Filename: Qwen3.5-9B-eagle3-<q>.gguf

Quant Size BPW Magic Built
BF16 773M 16.00 47475546 2026-06-14
Q8_0 416M 8.51 47475546 2026-06-19
Q4_K_M 272M 5.58 47475546 2026-06-19
Q3_K_M 234M 4.69 47475546 2026-06-19
IQ3_M 227M 4.54 47475546 2026-06-19
Q2_K 206M 4.10 47475546 2026-06-19

Has d2t tensor (compact-vocab 32K→248320 mapping). 14 tensors total.

H3 — Qwen3.5-35B-A3B (EAGLE3 head, n_embd_tgt=2048)

Filename: Qwen3.5-35B-A3B-eagle3-<q>.gguf

Quant Size BPW Magic Built
BF16 464M 16.00 47475546 2026-06-14

No quant ladder yet — target Qwen3.5-35B-A3B is not in active use; build on demand.

PRISM — Qwen3.6-27B (Ex0bit PRISM drafter, n_embd_tgt=2048, compact-vocab d2t)

Filename: Qwen3.6-27B-eagle3-<q>.gguf

Quant Size BPW Magic Built
BF16 1.1G 16.00 47475546 2026-06-14
Q8_0 569M 8.51 47475546 2026-06-19
Q4_K_M 368M 5.51 47475546 2026-06-19
IQ3_M 303M 4.54 47475546 2026-06-19

Has d2t tensor (compact-vocab). 14 tensors total. Only 3-quant ladder (no Q3_K_M/Q2_K) — lower priority drafter.
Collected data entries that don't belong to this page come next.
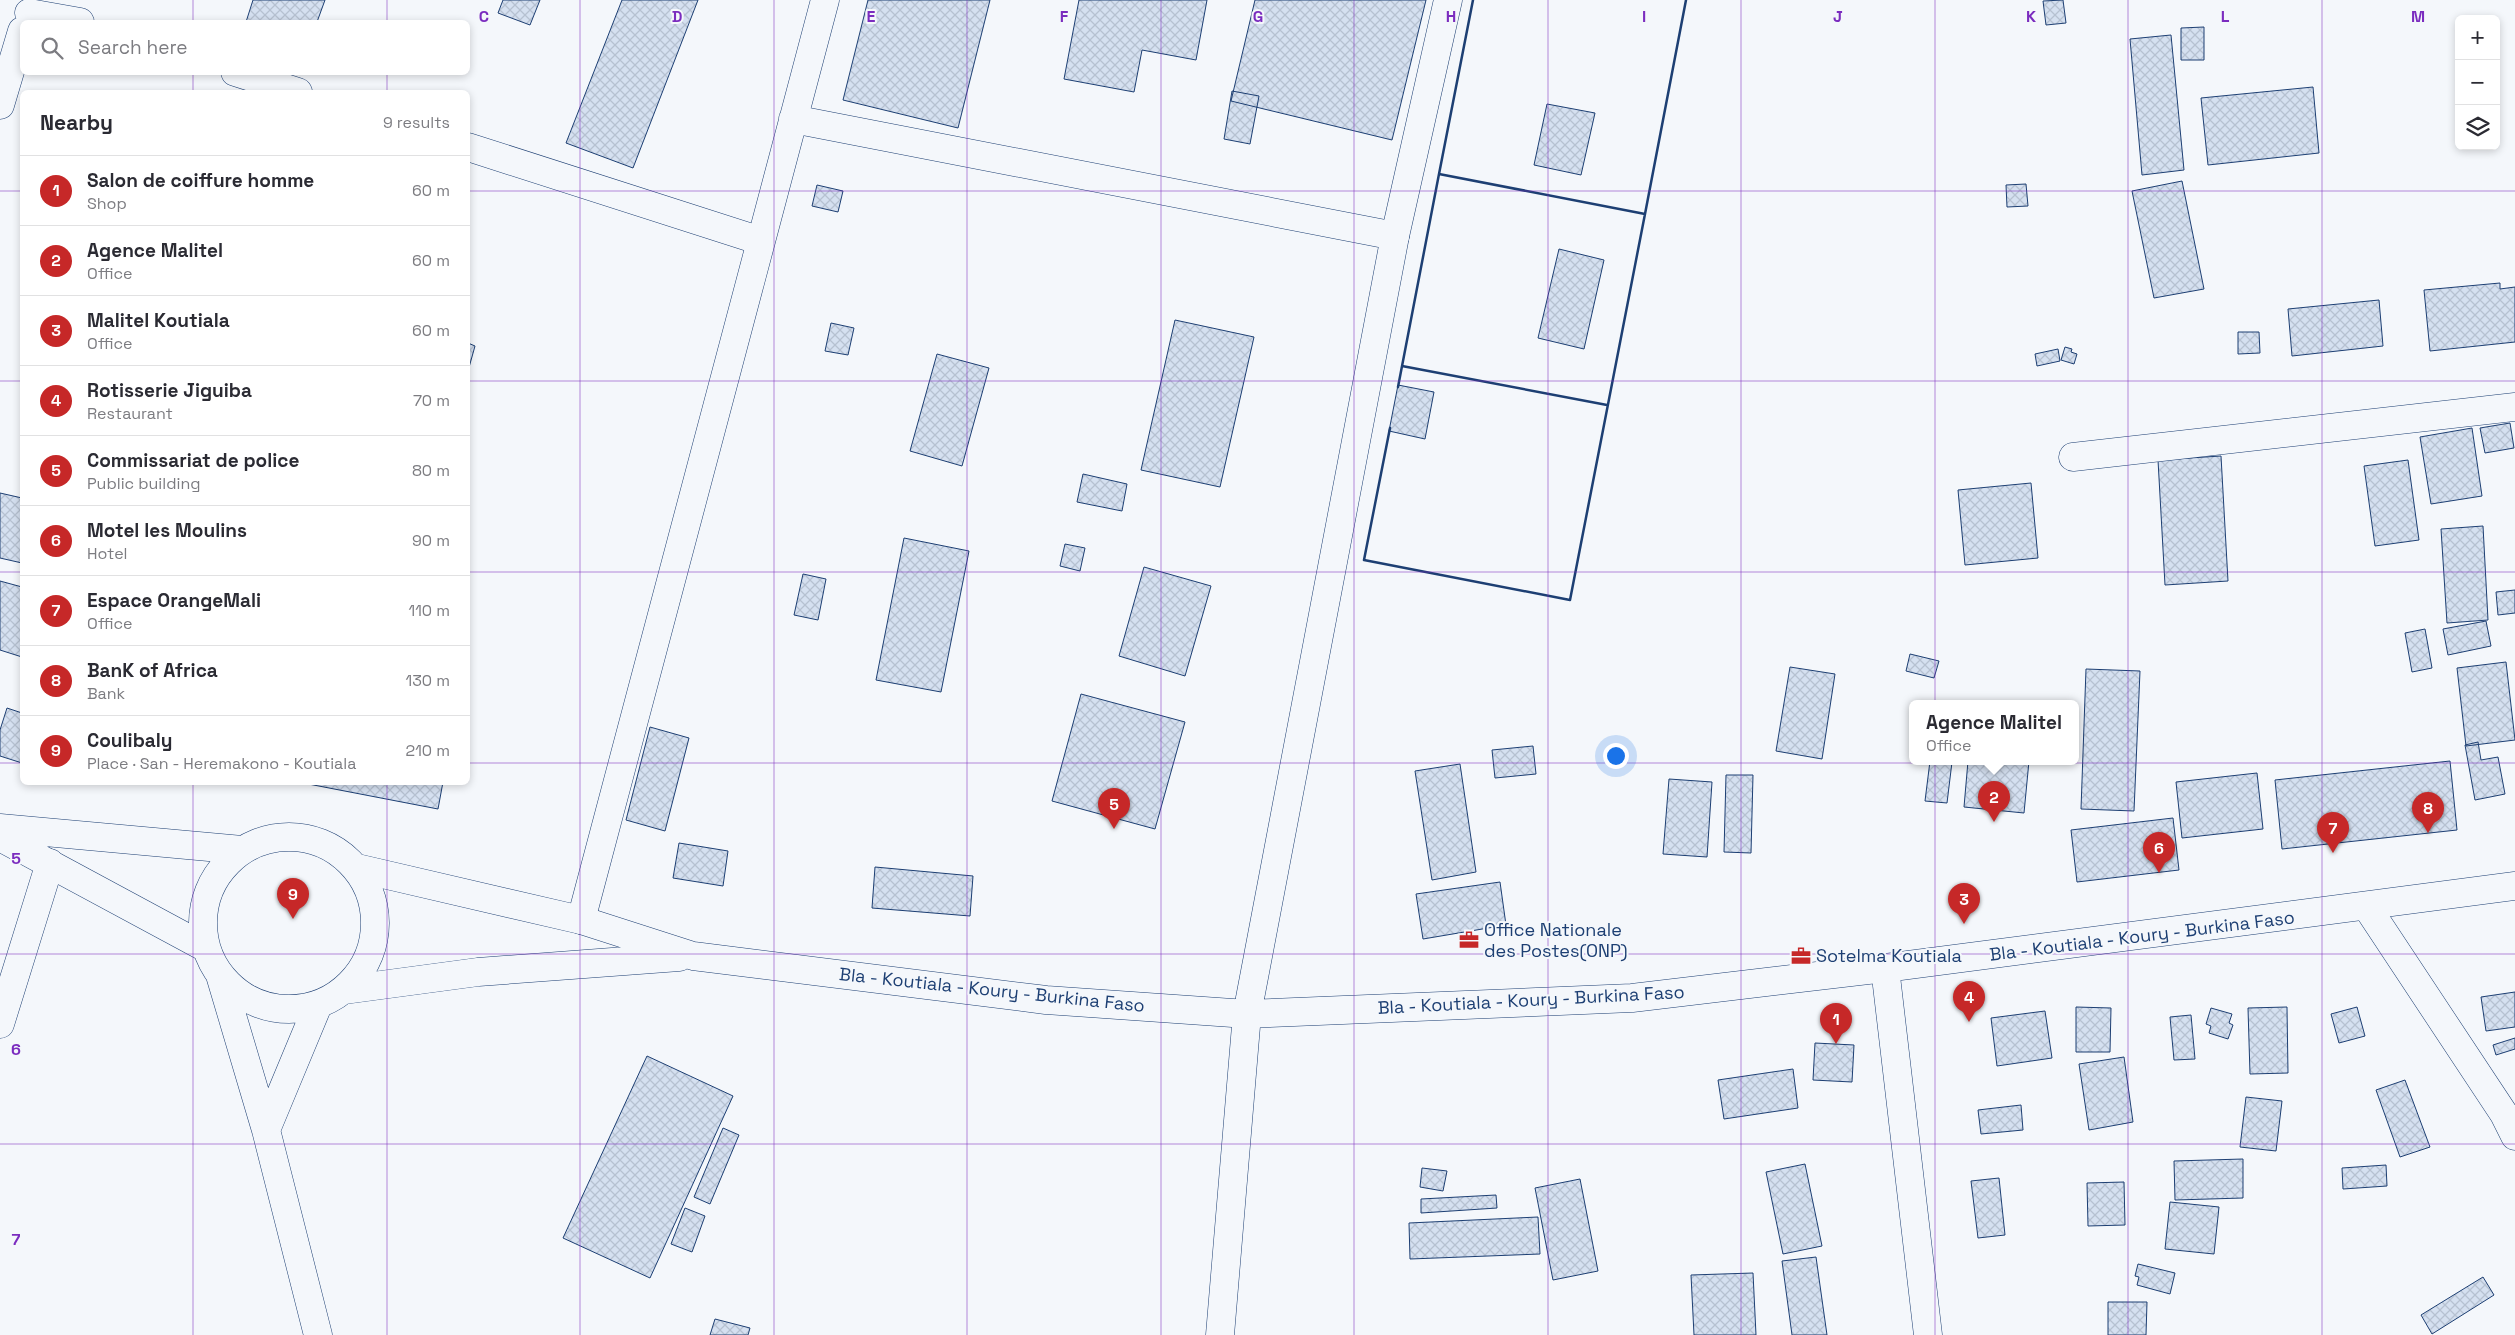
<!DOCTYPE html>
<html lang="en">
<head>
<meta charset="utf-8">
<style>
	:root { --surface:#fff; --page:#f7f7f7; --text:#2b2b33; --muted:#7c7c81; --line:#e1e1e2; --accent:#c62828 }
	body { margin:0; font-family:"Space Grotesk",sans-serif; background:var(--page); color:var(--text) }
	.controls { position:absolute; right:15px; top:15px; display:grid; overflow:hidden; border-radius:8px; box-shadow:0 2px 8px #0003 }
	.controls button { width:45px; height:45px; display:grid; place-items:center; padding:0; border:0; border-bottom:1px solid var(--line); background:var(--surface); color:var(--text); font:25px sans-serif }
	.you { position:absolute; left:1615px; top:755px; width:18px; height:18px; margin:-12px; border:4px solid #fff; border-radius:50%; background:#1a73e8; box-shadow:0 0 0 8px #1a73e833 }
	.badge { display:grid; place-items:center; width:32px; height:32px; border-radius:50%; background:var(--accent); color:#fff; font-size:16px; font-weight:700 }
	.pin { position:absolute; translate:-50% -41px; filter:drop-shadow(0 1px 2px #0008) }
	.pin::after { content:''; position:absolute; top:26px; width:18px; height:15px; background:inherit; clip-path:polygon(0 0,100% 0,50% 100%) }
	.popup { position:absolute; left:1909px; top:700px; width:170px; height:65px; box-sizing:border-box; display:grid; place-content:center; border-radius:8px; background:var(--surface); filter:drop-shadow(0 1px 4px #0005); font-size:16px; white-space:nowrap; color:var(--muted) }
	.popup b { font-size:19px; color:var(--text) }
	.popup::after { content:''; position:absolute; left:50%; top:100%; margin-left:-10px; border:10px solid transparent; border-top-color:var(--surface) }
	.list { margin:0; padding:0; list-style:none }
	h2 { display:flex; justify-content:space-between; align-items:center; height:65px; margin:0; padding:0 20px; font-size:21px }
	h2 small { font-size:16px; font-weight:400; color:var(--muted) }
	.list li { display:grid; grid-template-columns:32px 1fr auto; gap:15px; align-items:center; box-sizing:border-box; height:70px; padding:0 20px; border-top:1px solid var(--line) }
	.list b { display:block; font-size:19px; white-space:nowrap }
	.list p { margin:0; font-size:16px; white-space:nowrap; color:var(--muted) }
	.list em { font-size:16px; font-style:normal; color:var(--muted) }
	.icon { flex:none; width:28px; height:28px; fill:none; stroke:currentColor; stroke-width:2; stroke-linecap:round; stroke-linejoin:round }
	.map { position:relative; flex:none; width:2515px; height:1335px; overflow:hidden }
	.search { position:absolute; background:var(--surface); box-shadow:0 2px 8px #0003; left:20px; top:20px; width:450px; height:55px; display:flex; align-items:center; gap:12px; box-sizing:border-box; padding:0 18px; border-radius:8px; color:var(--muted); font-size:19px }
	.panel { position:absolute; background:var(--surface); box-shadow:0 2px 8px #0003; left:20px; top:90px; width:450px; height:695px; border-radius:8px }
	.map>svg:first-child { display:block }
	.building { fill:url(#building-cross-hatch); stroke:#1d3f73 }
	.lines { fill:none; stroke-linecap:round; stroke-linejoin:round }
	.minor-casing { stroke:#1d3f73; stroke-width:29 }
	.major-casing { stroke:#1d3f73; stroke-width:29 }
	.minor { stroke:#f4f7fb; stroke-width:28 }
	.major { stroke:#f4f7fb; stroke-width:28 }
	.wall { stroke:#1d3f73; stroke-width:2.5 }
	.grid { fill:none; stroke:#7b2cbf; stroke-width:1; stroke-opacity:0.55 }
	.labels { text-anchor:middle; stroke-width:4; stroke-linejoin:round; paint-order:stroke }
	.poi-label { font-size:18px; fill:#1d3f73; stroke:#f4f7fb; text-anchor:start }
	.street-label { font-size:18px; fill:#1d3f73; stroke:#f4f7fb }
	.grid-label { font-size:16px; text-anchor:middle; font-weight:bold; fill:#7b2cbf; stroke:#f4f7fb; stroke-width:4; stroke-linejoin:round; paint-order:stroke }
</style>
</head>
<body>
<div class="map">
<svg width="2515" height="1335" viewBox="0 0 2515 1335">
	<defs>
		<pattern id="building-cross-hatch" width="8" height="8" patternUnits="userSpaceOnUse" patternTransform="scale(1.25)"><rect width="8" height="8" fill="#d5e0f0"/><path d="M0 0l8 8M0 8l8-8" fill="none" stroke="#b6c1d1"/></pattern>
	</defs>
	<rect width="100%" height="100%" fill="#f4f7fb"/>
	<!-- building -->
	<path class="building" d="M253 0H325L317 22H246Z
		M503 0H540L530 25 498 13Z
		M622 0H698L633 168 566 143Z
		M868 0H990L958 128 843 100Z
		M1079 0H1207L1196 60 1142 50 1134 92 1064 79Z
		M1255 0H1426L1392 140 1231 101Z
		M2063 0 2066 23 2046 25 2043 1Z
		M2204 27V60H2181V28Z
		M2171 35 2184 170 2142 175 2130 39Z
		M2313 87 2319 153 2208 165 2201 98Z
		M1232 91 1259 96 1250 144 1224 139Z
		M1547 104 1595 113 1581 175 1534 165Z
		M2182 181 2204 289 2154 298 2132 191Z
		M2026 184 2028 206 2007 207 2006 185Z
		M817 185 843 191 838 212 812 206Z
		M1559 249 1604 260 1584 349 1538 338Z
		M2500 283V289L2515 287V342L2430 351 2424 290Z
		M2379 300 2383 346 2292 356 2288 309Z
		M1175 320 1254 337 1220 487 1141 470Z
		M831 323 854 328 848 355 825 351Z
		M2238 332H2259L2260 353 2238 354Z
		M468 343 475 346 468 371Z
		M2065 347 2072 349 2071 352 2077 354 2074 364 2061 360Z
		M2058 349 2060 361 2037 366 2035 354Z
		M937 354 989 368 962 466 910 451Z
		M1398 385 1434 392 1425 439 1389 431Z
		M2510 423 2514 448 2485 453 2480 428Z
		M2472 428 2482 496 2431 504 2420 437Z
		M2221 456 2228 581 2165 585 2158 460Z
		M2408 460 2419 540 2375 546 2364 466Z
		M1083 474 1127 484 1122 511 1077 502Z
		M2031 483 2038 558 1965 565 1958 490Z
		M0 493 22 498V563L0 558Z
		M2483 526 2488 620 2447 623 2441 529Z
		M904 538 969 551 941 692 876 680Z
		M1065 544 1085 548 1080 571 1060 566Z
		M1144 567 1211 586 1185 676 1119 656Z
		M803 574 826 579 818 620 794 615Z
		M0 581 22 587V657L0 650Z
		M2515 590V613L2498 615 2496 592Z
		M2486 621 2491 646 2448 655 2443 629Z
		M2425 629 2432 668 2412 672 2405 633Z
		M1910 654 1939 661 1934 678 1906 671Z
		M2506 662 2515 740 2466 746 2457 668Z
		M1790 667 1835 674 1822 759 1776 751Z
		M2086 669 2140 671 2134 811 2081 809Z
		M1081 694 1185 722 1155 829 1052 801Z
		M7 708 22 713V763L0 756V730Z
		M650 727 689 738 665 831 626 820Z
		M2478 742 2481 760 2498 757 2505 794 2475 800 2465 745Z
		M1533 746 1536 774 1495 778 1492 750Z
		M1930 761 1952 762 1947 803 1925 801Z
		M1968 761H2029L2024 813 1964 807Z
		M2450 761 2457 830 2282 849 2275 780Z
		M1460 764 1476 872 1432 880 1415 771Z
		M2257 773 2263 829 2182 838 2176 782Z
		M1726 775H1753L1751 853 1724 852Z
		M1669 779 1712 782 1707 857 1663 854Z
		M298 782H443L438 809Z
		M2173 818 2179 870 2077 882 2071 830Z
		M679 843 728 851 723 886 673 878Z
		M875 867 973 876 970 916 872 908Z
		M1500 882 1506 925 1423 939 1416 894Z
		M2515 992V1027L2486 1031 2481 997Z
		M2076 1007 2111 1008 2110 1052H2076Z
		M2287 1007 2288 1073 2250 1074 2248 1008Z
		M2357 1007 2365 1036 2339 1043 2331 1014Z
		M2211 1008 2232 1014 2229 1023 2233 1025 2228 1039 2209 1033 2211 1026 2206 1024Z
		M2045 1011 2052 1058 1997 1066 1991 1018Z
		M2191 1015 2195 1059 2174 1060 2170 1017Z
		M2515 1038V1049L2496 1055 2493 1045Z
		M1815 1043 1854 1045 1852 1082 1813 1080Z
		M647 1056 733 1096 650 1278 563 1238Z
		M2124 1057 2133 1122 2089 1130 2079 1064Z
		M1793 1069 1798 1108 1724 1119 1718 1080Z
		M2405 1080 2430 1147 2400 1157 2376 1090Z
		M2246 1097 2282 1101 2276 1151 2240 1147Z
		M2021 1105 2023 1130 1981 1134 1978 1110Z
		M723 1128 739 1135 710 1204 694 1197Z
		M2243 1159V1198L2175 1200 2174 1161Z
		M1805 1164 1822 1246 1783 1254 1766 1172Z
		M2386 1165 2387 1186 2343 1189 2342 1168Z
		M1422 1168 1447 1171 1443 1191 1420 1187Z
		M1999 1178 2005 1235 1978 1238 1971 1181Z
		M1580 1179 1598 1271 1553 1280 1535 1188Z
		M2124 1182 2125 1225 2088 1226 2087 1183Z
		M1496 1195 1497 1208 1421 1213V1199Z
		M2170 1202 2219 1207 2214 1254 2165 1249Z
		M685 1208 705 1216 692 1252 671 1244Z
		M1538 1217 1540 1254 1410 1259 1409 1223Z
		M1816 1257 1827 1335H1792L1782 1261Z
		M2138 1264 2175 1273 2170 1294 2137 1285 2139 1277 2135 1276Z
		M1753 1273 1756 1335H1694L1691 1275Z
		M2483 1277 2494 1295 2432 1334 2421 1315Z
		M2108 1302H2147L2146 1335H2108Z
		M715 1319 750 1328 748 1335H710Z"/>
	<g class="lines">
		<defs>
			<path id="minor" d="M29 13 80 22
				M235 72 298 92
				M0 105 22 31
				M793 119 1395 236
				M468 147 761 241
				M2073 457 2515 407
				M2367 907 2504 1114 2515 1136
				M581 920 825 0
				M1885 968 1928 1335
				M0 1024 50 863
				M1220 1335 1247 1014"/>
			<path id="major" d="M0 828 242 850
				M0 837 206 948
				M203 923a86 86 0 1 1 172 0a86 86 0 1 1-172 0Z
				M357 868 581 920 693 956 1046 1000 1247 1014 1632 998 1885 968 2515 886
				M220 975 266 1130 318 1335
				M344 990 478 972 679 957
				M1247 1014 1395 236 1448 0
				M266 1130 318 1005"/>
		</defs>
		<!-- minor casing -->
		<use href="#minor" class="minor-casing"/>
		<!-- major casing -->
		<use href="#major" class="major-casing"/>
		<!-- minor -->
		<use href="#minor" class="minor"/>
		<!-- major -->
		<use href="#major" class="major"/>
		<!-- wall -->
		<path class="wall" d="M1473 0 1439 174 1645 214 1686 0
			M1402 366 1607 405
			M1398 387 1439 174
			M1390 428 1364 560 1570 600 1645 214"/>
	</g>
	<!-- grid -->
	<path class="grid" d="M193 0V22M387 0V22M580 0V1335M774 0V1335M967 0V1335M1161 0V1335M1354 0V1335M1548 0V1335M1741 0V1335M1935 0V1335M2128 0V1335M2322 0V1335M193 72V92M387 72V92M0 191H22M468 191H2515M0 381H22M468 381H2515M0 572H22M468 572H2515M0 763H22M468 763H2515M193 782V1335M387 782V1335M0 954H2515M0 1144H2515"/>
	<!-- icons -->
	<defs>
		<symbol id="office-bare" viewBox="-9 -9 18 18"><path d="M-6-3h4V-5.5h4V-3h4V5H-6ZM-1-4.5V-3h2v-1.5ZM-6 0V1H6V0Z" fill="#c62828" stroke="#f4f7fb" stroke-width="2.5" paint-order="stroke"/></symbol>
	</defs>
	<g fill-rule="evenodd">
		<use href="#office-bare" x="1455" y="926" width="28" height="28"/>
		<use href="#office-bare" x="1787" y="942" width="28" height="28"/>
	</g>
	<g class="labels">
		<!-- poi labels -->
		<g class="poi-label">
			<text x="1484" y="936">Office Nationale<tspan x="1484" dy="21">des Postes(ONP)</tspan></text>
			<text x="1816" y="962">Sotelma Koutiala</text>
		</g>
		<!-- street labels -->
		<g class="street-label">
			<text transform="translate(2142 936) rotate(-7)" y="6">Bla - Koutiala - Koury - Burkina Faso</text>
			<text transform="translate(992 990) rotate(6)" y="6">Bla - Koutiala - Koury - Burkina Faso</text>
			<text transform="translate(1531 1000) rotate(-3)" y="6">Bla - Koutiala - Koury - Burkina Faso</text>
		</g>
	</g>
	<g class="grid-label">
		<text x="484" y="22">C</text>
		<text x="677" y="22">D</text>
		<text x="871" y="22">E</text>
		<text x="1064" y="22">F</text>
		<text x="1258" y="22">G</text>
		<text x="1451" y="22">H</text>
		<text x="1644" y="22">I</text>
		<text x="1838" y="22">J</text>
		<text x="2031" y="22">K</text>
		<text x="2225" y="22">L</text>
		<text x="2418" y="22">M</text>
		<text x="16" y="864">5</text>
		<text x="16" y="1055">6</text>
		<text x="16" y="1245">7</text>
	</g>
</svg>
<div class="controls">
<button>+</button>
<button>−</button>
<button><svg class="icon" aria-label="layers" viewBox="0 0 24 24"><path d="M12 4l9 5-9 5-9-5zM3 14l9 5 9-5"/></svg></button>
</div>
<div class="you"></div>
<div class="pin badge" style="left:1836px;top:1044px">1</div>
<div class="pin badge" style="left:1994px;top:822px">2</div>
<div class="popup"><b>Agence Malitel</b>Office</div>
<div class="pin badge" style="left:1964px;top:924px">3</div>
<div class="pin badge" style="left:1969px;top:1022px">4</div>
<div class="pin badge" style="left:1114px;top:829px">5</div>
<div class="pin badge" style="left:2159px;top:873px">6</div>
<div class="pin badge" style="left:2333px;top:853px">7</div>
<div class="pin badge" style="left:2428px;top:833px">8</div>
<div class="pin badge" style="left:293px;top:919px">9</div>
<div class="search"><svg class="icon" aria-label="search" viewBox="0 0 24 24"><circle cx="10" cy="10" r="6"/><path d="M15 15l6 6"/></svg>Search here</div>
<section class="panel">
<h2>Nearby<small>9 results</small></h2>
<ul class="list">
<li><span class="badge">1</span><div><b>Salon de coiffure homme</b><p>Shop</p></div><em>60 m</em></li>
<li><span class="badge">2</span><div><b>Agence Malitel</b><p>Office</p></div><em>60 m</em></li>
<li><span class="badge">3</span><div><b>Malitel Koutiala</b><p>Office</p></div><em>60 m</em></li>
<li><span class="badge">4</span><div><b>Rotisserie Jiguiba</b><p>Restaurant</p></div><em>70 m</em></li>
<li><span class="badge">5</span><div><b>Commissariat de police</b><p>Public building</p></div><em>80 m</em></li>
<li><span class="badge">6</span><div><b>Motel les Moulins</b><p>Hotel</p></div><em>90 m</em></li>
<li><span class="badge">7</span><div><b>Espace OrangeMali</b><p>Office</p></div><em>110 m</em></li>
<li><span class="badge">8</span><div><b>BanK of Africa</b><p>Bank</p></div><em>130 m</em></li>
<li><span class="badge">9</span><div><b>Coulibaly</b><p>Place · San - Heremakono - Koutiala</p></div><em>210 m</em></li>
</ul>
</section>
</div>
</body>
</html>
Load-test results (2026-06-19, build 819)

All 4 BF16 heads loaded successfully under llama-gguf r + llama-quantize --dry-run. New-schema keys confirmed present (eagle3.target_layers, eagle3.target_hidden_size, eagle3.norm_before_residual). No old double-prefix keys (eagle3.eagle3.*) detected.